Please give again exactly the lines from the top of the material through the line with "position:absolute; right:15px; bottom:15px;"; omit each picture.

## THE DATA:
▬▬▬▬▬▬▬▬▬▬
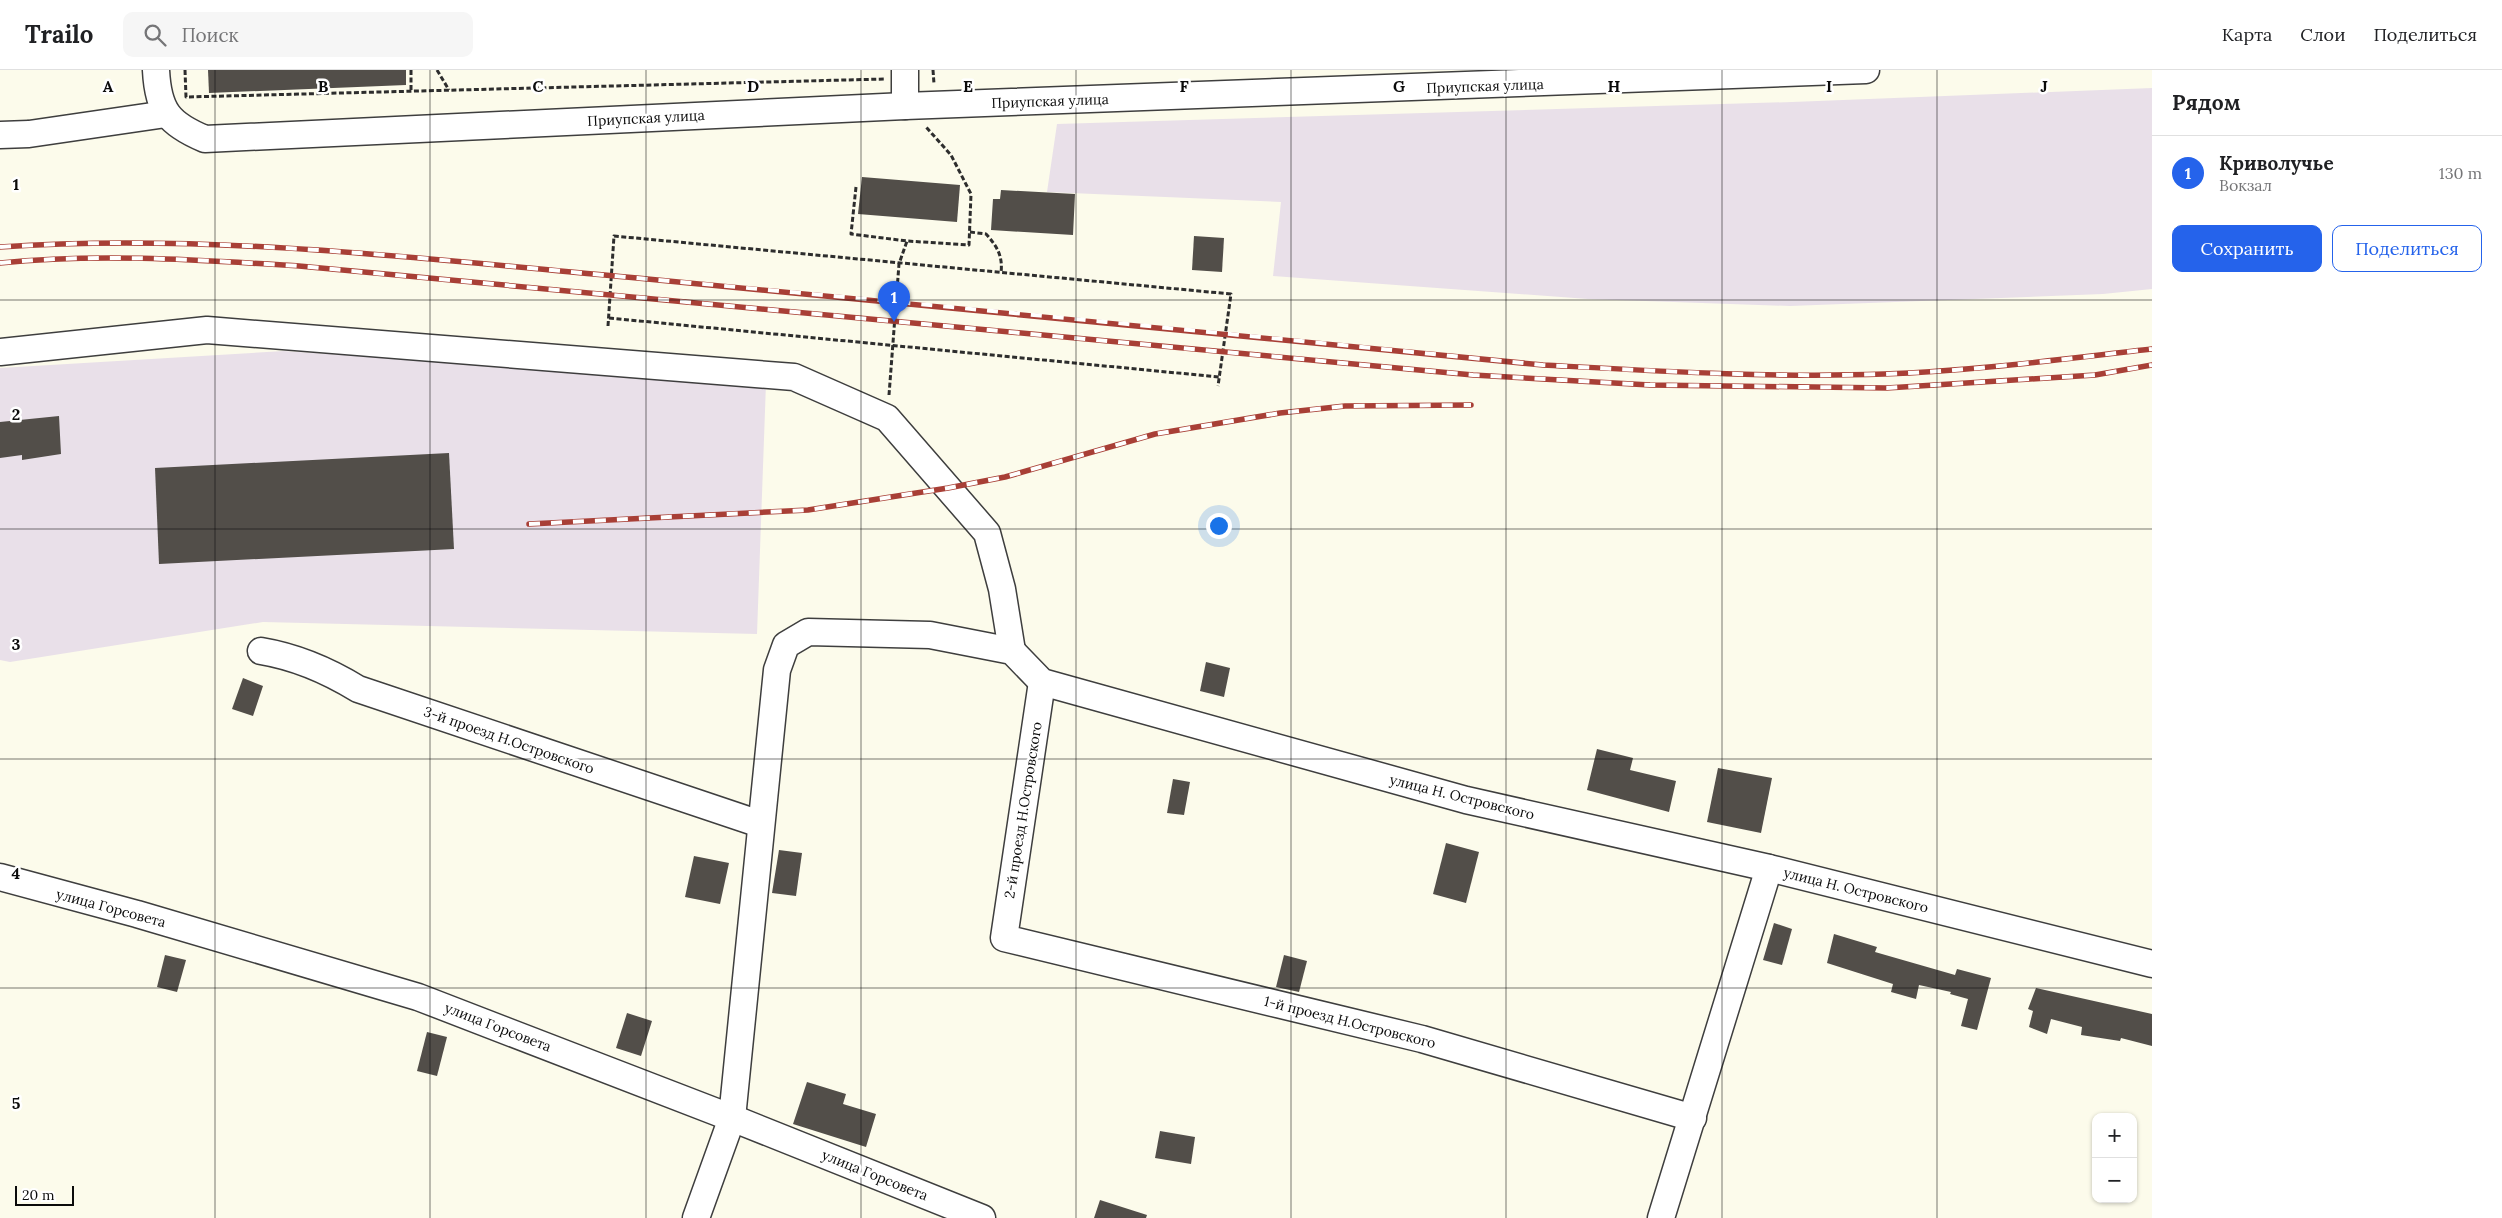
<!DOCTYPE html>
<html lang="ru">
<head>
<meta charset="utf-8">
<style>
  body { margin:0; font-family:Lora,serif; background:#f6f6f6; color:#202124 }
  .controls { position:absolute; right:15px; bottom:15px; display:grid; overflow:hidden; border-radius:10px; box-shadow:0 1px 4px #0004 }
  .controls button { width:45px; height:45px; display:grid; place-items:center; padding:0; border:0; border-bottom:1px solid #e0e0e0; background:#fff; color:#202124; font:25px sans-serif }
  .scale { position:absolute; left:15px; bottom:12px; width:59px; box-sizing:border-box; padding-left:5px; border:2px solid #0b0b0b; border-top:0; font-size:14px; line-height:18px; white-space:nowrap; color:#0b0b0b; -webkit-text-stroke:4px #fff; paint-order:stroke }
  .you { position:absolute; left:1218px; top:455px; width:18px; height:18px; margin:-12px; border:4px solid #fff; border-radius:50%; background:#1a73e8; box-shadow:0 0 0 8px #1a73e833 }
  .badge { display:grid; place-items:center; width:32px; height:32px; border-radius:50%; background:#2563eb; color:#fff; font-size:16px; font-weight:700 }
  .pin { position:absolute; translate:-50% -41px; filter:drop-shadow(0 1px 2px #0008) }
  .pin::after { content:''; position:absolute; top:26px; width:18px; height:15px; background:inherit; clip-path:polygon(0 0,100% 0,50% 100%) }
  .list { margin:0; padding:0; list-style:none }
  h2 { display:flex; justify-content:space-between; align-items:center; height:65px; margin:0; padding:0 20px; font-size:21px }
  h2 small { font-size:16px; font-weight:400; color:#757577 }
  .list li { display:grid; grid-template-columns:32px 1fr auto; gap:15px; align-items:center; box-sizing:border-box; height:75px; padding:0 20px; border-top:1px solid #e0e0e0 }
  .list b { display:block; font-size:19px; white-space:nowrap }
  .list p { margin:0; font-size:16px; white-space:nowrap; color:#757577 }
  .list em { font-size:16px; font-style:normal; color:#757577 }
  .actions { display:flex; gap:10px; padding:15px 20px }
  .actions a { flex:1; padding:11px 0; border:1px solid #2563eb; border-radius:10px; text-align:center; font-size:18px; color:#2563eb }
  .actions .main { background:#2563eb; color:#fff }
  .icon { flex:none; width:28px; height:28px; fill:none; stroke:currentColor; stroke-width:2; stroke-linecap:round; stroke-linejoin:round }
  .map { position:relative; flex:none; width:2152px; height:1148px; overflow:hidden }
  header { display:flex; align-items:center; gap:30px; box-sizing:border-box; height:70px; padding:0 25px; background:#fff; border-bottom:1px solid #e0e0e0 }
  header strong { font-size:24px }
  nav { display:flex; gap:28px; margin-inline-start:auto; font-size:18px }
  .search { width:350px; height:45px; background:#f6f6f6; display:flex; align-items:center; gap:12px; box-sizing:border-box; padding:0 18px; border-radius:10px; color:#757577; font-size:19px }
  main { display:flex }
  aside { flex:1; background:#fff }
  .map>svg:first-child { display:block }
  .industrial { fill:#e9e0e9 }
  .building { fill:#524e49 }
  .lines { fill:none; stroke-linecap:round; stroke-linejoin:round }
  .minor-casing { stroke:#3e3e3e; stroke-width:29 }
  .path { stroke:#2d2d2d; stroke-width:3; stroke-dasharray:5 2.5; stroke-linecap:butt }
  .minor { stroke:#fff; stroke-width:26 }
  .rail-casing { stroke:#a83f36; stroke-width:5.5 }
  .rail { stroke:#fff; stroke-width:4; stroke-dasharray:11; stroke-linecap:butt }
  .grid { fill:none; stroke:#0b0b0b; stroke-width:1; stroke-opacity:0.55 }
  .labels { text-anchor:middle; dominant-baseline:central; stroke-width:5; stroke-linejoin:round; paint-order:stroke }
  .street-label { font-size:14px; fill:#0b0b0b; stroke:#fff }
  .grid-label { font-size:16px; text-anchor:middle; font-weight:bold; fill:#0b0b0b; stroke:#fff; stroke-width:5; stroke-linejoin:round; paint-order:stroke }
</style>
</head>
<body>
<header>
<strong>Trailo</strong>
<div class="search"><svg class="icon" aria-label="search" viewBox="0 0 24 24"><circle cx="10" cy="10" r="6"/><path d="M15 15l6 6"/></svg>Поиск</div>
<nav><a>Карта</a><a>Слои</a><a>Поделиться</a></nav>
</header>
<main>
<div class="map">
<svg width="2152" height="1148" viewBox="0 0 2152 1148">
  <rect width="100%" height="100%" fill="#fcfbeb"/>
  <!-- industrial -->
  <g class="industrial">
    <path d="M2152,18V219L2103,224L1790,236L1588,229L1273,206L1281,132L1047,122L1057,54L1792,32Z"/>
    <path d="M284,281L766,313L757,564L263,552L10,592L0,590V298Z"/>
  </g>
  <!-- building -->
  <g class="building">
    <path d="M208,0H406V15L209,23Z"/>
    <path d="M862,107L960,115L957,152L858,144Z"/>
    <path d="M1001,120L1075,124L1073,165L991,160L993,129H1000Z"/>
    <path d="M1194,166L1224,168L1222,202L1192,200Z"/>
    <path d="M59,346L61,384L22,390V385L0,388V352Z"/>
    <path d="M449,383L454,479L159,494L155,398Z"/>
    <path d="M1206,592L1230,598L1224,627L1200,621Z"/>
    <path d="M243,608L263,616L253,646L232,639Z"/>
    <path d="M1597,679L1633,688L1630,700L1676,711L1669,742L1587,720Z"/>
    <path d="M1718,698L1772,708L1761,763L1707,752Z"/>
    <path d="M1173,709L1190,712L1184,745L1167,743Z"/>
    <path d="M1446,773L1479,782L1466,833L1433,824Z"/>
    <path d="M779,780L802,783L796,826L772,823Z"/>
    <path d="M694,786L729,793L720,834L685,827Z"/>
    <path d="M1774,853L1792,859L1782,895L1763,890Z"/>
    <path d="M1834,864L1877,877L1875,882L1955,905L1957,899L1991,908L1977,960L1961,956L1968,929L1950,924L1951,922L1919,915L1916,929L1891,922L1893,914L1827,893Z"/>
    <path d="M165,885L186,890L177,922L157,917Z"/>
    <path d="M1284,885L1307,891L1299,922L1276,917Z"/>
    <path d="M2036,918L2152,944V976L2121,968L2120,971L2081,965L2082,957L2051,949L2047,964L2029,957L2033,941L2028,939Z"/>
    <path d="M627,943L652,951L641,986L616,978Z"/>
    <path d="M427,962L447,967L437,1006L417,1001Z"/>
    <path d="M807,1012L846,1024L843,1034L876,1044L866,1077L793,1054Z"/>
    <path d="M1160,1061L1195,1067L1191,1094L1155,1088Z"/>
    <path d="M1100,1130L1147,1145L1146,1148H1094Z"/>
  </g>
  <g class="lines">
    <!-- minor casing -->
    <g class="minor-casing">
      <g id="minor">
        <path d="M156,0C158,41 169,54 205,69L905,36L1866,0"/>
        <path d="M905,0V36"/>
        <path d="M0,65L29,64L166,44"/>
        <path d="M0,282L207,260L794,307L887,348L987,463L1002,519L1012,581"/>
        <path d="M261,581C297,587 327,600 358,619L760,754"/>
        <path d="M1042,612L1004,868L1422,969L1693,1048"/>
        <path d="M0,807L137,844L418,927L732,1048L982,1148"/>
        <path d="M696,1148L732,1048L777,600L786,575L808,562L930,565L1012,581L1042,612L1466,730L1769,798L2152,894"/>
        <path d="M1661,1148L1769,798"/>
      </g>
    </g>
    <!-- path -->
    <g class="path">
      <path d="M185,0L186,27L884,9"/>
      <path d="M411,0V21"/>
      <path d="M437,0L449,20"/>
      <path d="M933,0L934,14"/>
      <path d="M856,117L851,164L907,171L969,175L971,124L951,85L926,57"/>
      <path d="M970,162L986,164C997,176 1003,186 1001,203"/>
      <path d="M609,248L1219,307"/>
      <path d="M608,256L614,166L1231,224L1218,316"/>
      <path d="M889,325L899,194L907,171"/>
    </g>
    <!-- minor -->
    <use href="#minor" class="minor"/>
    <!-- rail casing -->
    <g class="rail-casing">
      <g id="rail">
        <path d="M0,177C212,163 426,189 637,208C939,235 1241,265 1543,295C1656,301 1771,308 1884,304C1974,301 2063,289 2152,279"/>
        <path d="M0,193C100,183 200,190 299,196L1473,305L1650,315L1887,318L2095,305L2152,295"/>
        <path d="M529,454L808,440L948,418L1005,407L1155,364L1280,343L1345,336L1471,335"/>
      </g>
    </g>
    <!-- rail -->
    <use href="#rail" class="rail"/>
  </g>
  <!-- grid -->
  <path class="grid" d="M215,0V1148M430,0V1148M646,0V1148M861,0V1148M1076,0V1148M1291,0V1148M1506,0V1148M1722,0V1148M1937,0V1148M0,230H2152M0,459H2152M0,689H2152M0,918H2152"/>
  <g class="labels">
    <!-- street labels -->
    <g class="street-label">
      <text transform="translate(1485 16) rotate(-2)">Приупская улица</text>
      <text transform="translate(1050 31) rotate(-2)">Приупская улица</text>
      <text transform="translate(646 48) rotate(-3)">Приупская улица</text>
      <text transform="translate(509 670) rotate(19)">3-й проезд Н.Островского</text>
      <text transform="translate(1462 727) rotate(14)">улица Н. Островского</text>
      <text transform="translate(1023 740) rotate(-81)">2-й проезд Н.Островского</text>
      <text transform="translate(1856 820) rotate(14)">улица Н. Островского</text>
      <text transform="translate(111 838) rotate(15)">улица Горсовета</text>
      <text transform="translate(1350 952) rotate(14)">1-й проезд Н.Островского</text>
      <text transform="translate(498 957) rotate(21)">улица Горсовета</text>
      <text transform="translate(875 1105) rotate(22)">улица Горсовета</text>
    </g>
  </g>
  <g class="grid-label">
    <text x="108" y="22">A</text>
    <text x="323" y="22">B</text>
    <text x="538" y="22">C</text>
    <text x="753" y="22">D</text>
    <text x="968" y="22">E</text>
    <text x="1184" y="22">F</text>
    <text x="1399" y="22">G</text>
    <text x="1614" y="22">H</text>
    <text x="1829" y="22">I</text>
    <text x="2044" y="22">J</text>
    <text x="16" y="120">1</text>
    <text x="16" y="350">2</text>
    <text x="16" y="580">3</text>
    <text x="16" y="809">4</text>
    <text x="16" y="1039">5</text>
  </g>
</svg>
<div class="controls">
<button>+</button>
<button>−</button>
</div>
<div class="scale">20 m</div>
<div class="you"></div>
<div class="pin badge" style="left:894px;top:252px">1</div>
</div>
<aside>
<h2>Рядом<small></small></h2>
<ul class="list">
<li><span class="badge">1</span><div><b>Криволучье</b><p>Вокзал</p></div><em>130 m</em></li>
</ul>
<div class="actions"><a class="main">Сохранить</a><a>Поделиться</a></div>
</aside>
</main>
</body>
</html>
▬▬▬▬▬▬▬▬▬▬
## THE COMPLETED TASK:
<!DOCTYPE html>
<html lang="ru">
<head>
<meta charset="utf-8">
<style>
  body { margin:0; font-family:Lora,serif; background:#f6f6f6; color:#202124 }
  .controls { position:absolute; right:15px; bottom:15px; display:grid; overflow:hidden; border-radius:10px; box-shadow:0 1px 4px #0004 }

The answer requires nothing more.